━━━━━ Data in this exercise
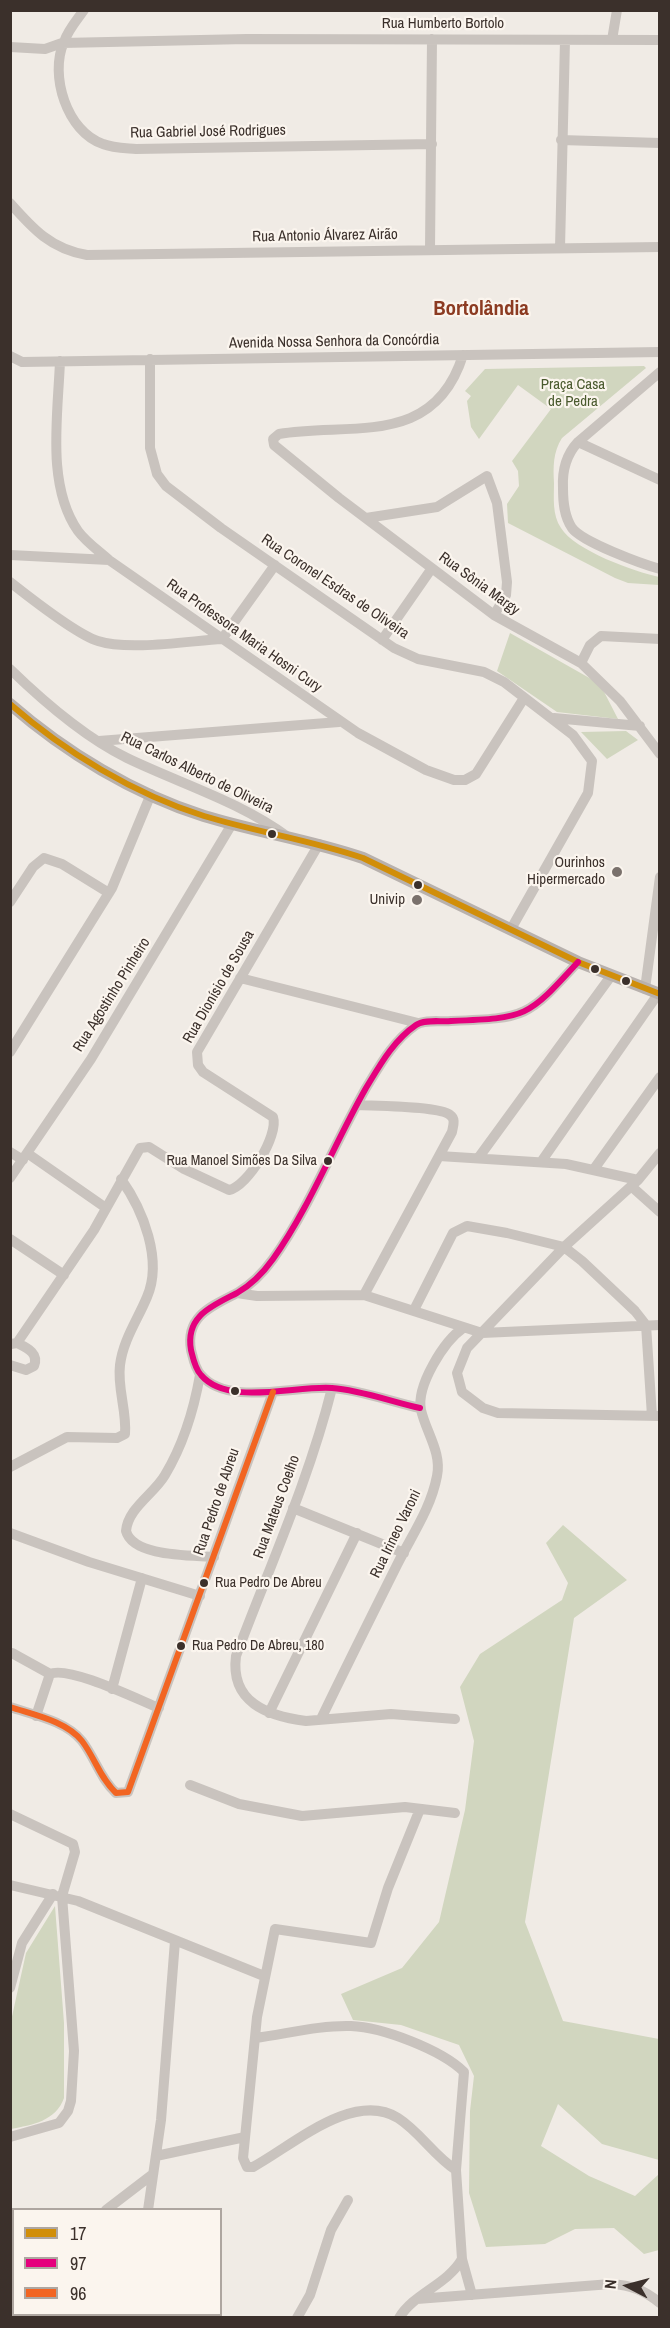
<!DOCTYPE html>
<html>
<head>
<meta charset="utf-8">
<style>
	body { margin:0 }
	#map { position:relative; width:670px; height:2328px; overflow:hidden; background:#f0ebe5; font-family:"Archivo Narrow",sans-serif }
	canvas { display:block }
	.frame { position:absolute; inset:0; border:12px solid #3b302b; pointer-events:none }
	.legend { position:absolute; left:12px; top:2208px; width:210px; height:108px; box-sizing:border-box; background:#fbf5ee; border:2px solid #aea6a0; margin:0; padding:8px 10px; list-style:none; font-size:18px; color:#3b302b }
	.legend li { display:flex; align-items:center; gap:12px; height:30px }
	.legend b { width:30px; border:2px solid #aea6a0 }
	.north { position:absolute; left:598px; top:2256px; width:60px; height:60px; -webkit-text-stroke:4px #fbf5ee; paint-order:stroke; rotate:276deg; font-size:16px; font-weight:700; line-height:24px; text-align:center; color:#3b302b }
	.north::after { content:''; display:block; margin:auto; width:21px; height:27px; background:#3b302b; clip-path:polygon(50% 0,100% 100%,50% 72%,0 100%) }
</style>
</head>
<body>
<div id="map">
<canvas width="670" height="2328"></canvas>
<div class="frame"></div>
<ul class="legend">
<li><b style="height:8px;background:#d18e09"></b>17</li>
<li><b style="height:8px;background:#e5007d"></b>97</li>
<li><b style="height:8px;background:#f26522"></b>96</li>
</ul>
<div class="north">N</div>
</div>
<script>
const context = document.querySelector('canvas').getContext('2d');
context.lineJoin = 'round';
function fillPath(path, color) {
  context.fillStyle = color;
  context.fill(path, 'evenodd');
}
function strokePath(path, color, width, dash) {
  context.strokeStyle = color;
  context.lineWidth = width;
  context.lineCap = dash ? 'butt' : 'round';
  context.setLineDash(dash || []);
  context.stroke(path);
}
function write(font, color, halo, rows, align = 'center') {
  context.font = font + ' "Archivo Narrow",sans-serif';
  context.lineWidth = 4.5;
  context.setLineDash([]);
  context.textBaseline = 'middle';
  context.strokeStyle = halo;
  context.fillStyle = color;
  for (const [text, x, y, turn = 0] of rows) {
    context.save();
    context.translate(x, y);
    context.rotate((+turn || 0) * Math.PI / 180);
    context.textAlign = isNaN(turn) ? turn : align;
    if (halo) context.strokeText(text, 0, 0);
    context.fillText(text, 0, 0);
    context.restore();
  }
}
fillPath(new Path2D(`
	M644,366l2,2 -84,70c-9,14 -9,29 -8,45 0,15 -2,32 7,45 13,22 74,44 98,49v8l-31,-2 -13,-5 -107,-55 -1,-19 12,-18 -1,-15 -6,-10 39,-52 -33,-24 -39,54 -8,-12 -4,-26 4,-5 -6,-5 20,-22z
	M510,633l90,51 18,35 -61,-7 -60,-41z
	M626,731l12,9 -31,19 -26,-27z
	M563,1525l64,55 -53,38 -49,304 38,99 96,18v121l-57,-16 -44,-40 -17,42 48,30 46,20 24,-22v76l-15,4 -30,-26 -39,1 -30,15 -59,3 -17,-54 1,-82 4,-35 -15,-31 -58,-20 -48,-5 -12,-26 61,-26 37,-46 26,-112 9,-69 -14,-54 20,-33 82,-54 6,-17 -22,-40z
	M55,1906l9,117v75c-8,23 -32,27 -53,31v-108l15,-68z`), '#d1d6bf');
strokePath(new Path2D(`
	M84,10c-7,10 -16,20 -20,32 -15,33 3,90 39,102 10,4 22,4 33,5l296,-5
	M612,40l5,-30
	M10,47l35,2 17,-6 185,-4 413,1
	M561,140l99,3
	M10,203c23,26 41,46 77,52l573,-8
	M560,248l5,-208
	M430,249l2,-210
	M463,355c-29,93 -112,67 -184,79l-6,5 1,6 65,53 155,117 87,48 39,38 40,53
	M10,356l12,6 638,-10
	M150,359v89l7,26 9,12 55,42 173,120 24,11 66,13 20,10 69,53 19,26 -4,32 -77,136
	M60,361c-2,54 -14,124 18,170 8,11 21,20 31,29l249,173 68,37 28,10h11l11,-6 48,-76
	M660,372l-82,70c-12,13 -16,28 -15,46 0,14 1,28 9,40 10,14 70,36 88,41
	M578,442l82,38
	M366,518l71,-11 50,-31 10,27 10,79 -1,13 -12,20
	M10,555l99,5
	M10,582c19,15 68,53 88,59 30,10 91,0 124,-2l53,-74
	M382,640l50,-72
	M581,663l9,-18 11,-9 59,3
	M10,669c34,33 74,68 117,89 54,26 112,43 161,79
	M554,718l86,8
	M99,741l240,-19
	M10,902l23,-35 11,-9 18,6 47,29
	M240,978l178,45
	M645,989l15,-112
	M10,1052l102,-164 39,-94
	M357,1105c17,1 83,1 93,10 6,4 3,11 2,17l-88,163
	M10,1152l13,8
	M27,1153l79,55
	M660,1153l-22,27 -74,67 -97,101 -10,25 5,19 21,16 15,5 162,3
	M439,1156l127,8 72,16
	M479,1157l132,-181
	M541,1162l117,-168
	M594,1169l66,-92
	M10,1178l81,-119 141,-235
	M631,1186l29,26
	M10,1239l54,36
	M237,1293l20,3 107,-1 118,38 178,-8
	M414,1310l39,-77 14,-7 40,7 57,14 18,14 53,50 11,14 6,91
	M17,1343l77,-113 46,-82 9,-1 35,22 45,21c19,-4 50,-55 44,-73l-70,-45 -5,-7 -1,-13 122,-208
	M10,1365l16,5 8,-4c5,-13 -7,-18 -17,-23l-6,1
	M200,1375c-6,34 -17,70 -35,100 -11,19 -37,33 -39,56 7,26 65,24 88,26
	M332,1388c-23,92 -63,180 -96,268 -6,46 31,60 70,65l85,-7 64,5
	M420,1408c-28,-6 -59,-18 -88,-20 -36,-3 -104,19 -131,-13 -6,-6 -8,-17 -10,-25 -6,-34 21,-44 46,-57 14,-8 26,-20 36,-34 37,-52 61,-115 93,-171 14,-23 27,-47 50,-63 8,-6 25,-3 35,-4 76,-3 76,-3 127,-59
	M10,1467l57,-30 50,1 8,-4c2,-23 -8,-46 -5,-69 3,-25 18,-46 27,-68 16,-37 -4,-87 -26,-118
	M293,1508l111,45
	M10,1533l79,29 111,34
	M12,1653l38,21c18,-9 89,26 109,34
	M112,1689l30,-111
	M10,1707c24,8 56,14 72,34 13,17 18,37 34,52l12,-1 145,-400
	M269,1713l88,-180
	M36,1716l14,-42
	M321,1719c25,-52 51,-104 77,-156 14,-28 33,-55 39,-87 5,-23 -11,-44 -16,-66 -5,-24 23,-69 42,-82
	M190,1785l49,19 63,12 103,-9 50,6
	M420,1809l-32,79 -17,55 -96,-14 -18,88 -14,141 4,9h6c39,-21 100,-77 145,-49 22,14 36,38 58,52
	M10,1814l63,30 2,8 -13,44 12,155 -3,50 -3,10 -9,12 -49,14
	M10,1885l68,16 186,75
	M10,1988l12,-45 31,-49
	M255,2038c31,-4 65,-13 96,-12 31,1 91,24 113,46l-8,98 6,89c-15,26 -48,34 -63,59
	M156,2156l89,-19
	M106,2210l47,-36
	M148,2210l13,-90 14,-179
	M10,2228h4
	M462,2259l10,36
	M417,2299l194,-15c20,1 33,6 49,19
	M17,2314h62
	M297,2318l13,-23 21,-65 17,-30`), '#c9c3be', 10);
strokePath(new Path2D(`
	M10,704c55,48 124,90 194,112 52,16 107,24 159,42l215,104 82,32`), '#b8b1ad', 12);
strokePath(new Path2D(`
	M10,704c55,48 124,90 194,112 52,16 107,24 159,42l215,104 82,32`), '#d18e09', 6);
strokePath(new Path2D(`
	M420,1408c-28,-6 -59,-18 -88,-20 -36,-3 -104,19 -131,-13 -6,-6 -8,-17 -10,-25 -6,-34 21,-44 46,-57 14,-8 26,-20 36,-34 37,-52 61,-115 93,-171 14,-23 27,-47 50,-63 8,-6 25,-3 35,-4 76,-3 76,-3 127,-59`), '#e5007d', 6);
strokePath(new Path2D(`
	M10,1707c24,8 56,14 72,34 13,17 18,37 34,52l12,-1 145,-400`), '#f26522', 6);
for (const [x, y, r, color] of [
	[272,834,5,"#3b302b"],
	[617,872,6,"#7a716c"],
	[418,885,5,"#3b302b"],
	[417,900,6,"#7a716c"],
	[595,969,5,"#3b302b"],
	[626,981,5,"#3b302b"],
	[328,1161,5,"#3b302b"],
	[235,1391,5,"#3b302b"],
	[204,1583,5,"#3b302b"],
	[181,1646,5,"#3b302b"]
]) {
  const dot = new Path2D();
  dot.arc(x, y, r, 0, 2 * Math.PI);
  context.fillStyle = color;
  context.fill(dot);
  strokePath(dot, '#fbf5ee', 2);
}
write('14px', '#3b302b', '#fbf5ee', [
	["Rua Manoel Simões Da Silva",317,1161,"right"],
	["Rua Pedro De Abreu",215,1583],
	["Rua Pedro De Abreu, 180",192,1646]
], 'left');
write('15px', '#3b302b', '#fbf5ee', [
	["Rua Humberto Bortolo",443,24],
	["Rua Gabriel José Rodrigues",208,132,-1],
	["Rua Antonio Álvarez Airão",325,236,-1],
	["Avenida Nossa Senhora da Concórdia",334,342,-1],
	["Rua Sônia Margy",479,584,36],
	["Rua Coronel Esdras de Oliveira",335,587,34],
	["Rua Professora Maria Hosni Cury",244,636,35],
	["Rua Carlos Alberto de Oliveira",197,773,26],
	["Rua Dionísio de Sousa",219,987,-60],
	["Rua Agostinho Pinheiro",112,995,-58],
	["Rua Pedro de Abreu",217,1502,-71],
	["Rua Mateus Coelho",277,1507,-70],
	["Rua Irineo Varoni",396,1534,-64]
]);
write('15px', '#4a5a2e', '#fbf5ee', [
	["Praça Casa",573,385],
	["de Pedra",573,402]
]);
write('15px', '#3b302b', '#fbf5ee', [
	["Ourinhos",605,863],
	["Hipermercado",605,880],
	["Univip",405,900]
], 'right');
write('bold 21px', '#8c3b22', '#fbf5ee', [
	["Bortolândia",481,309]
]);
</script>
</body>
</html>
━━━━━━━━━━
_Your instructions_
Going through the entries above, report how many lines contain the word "rows", with no other text.

_Reply to the task_
2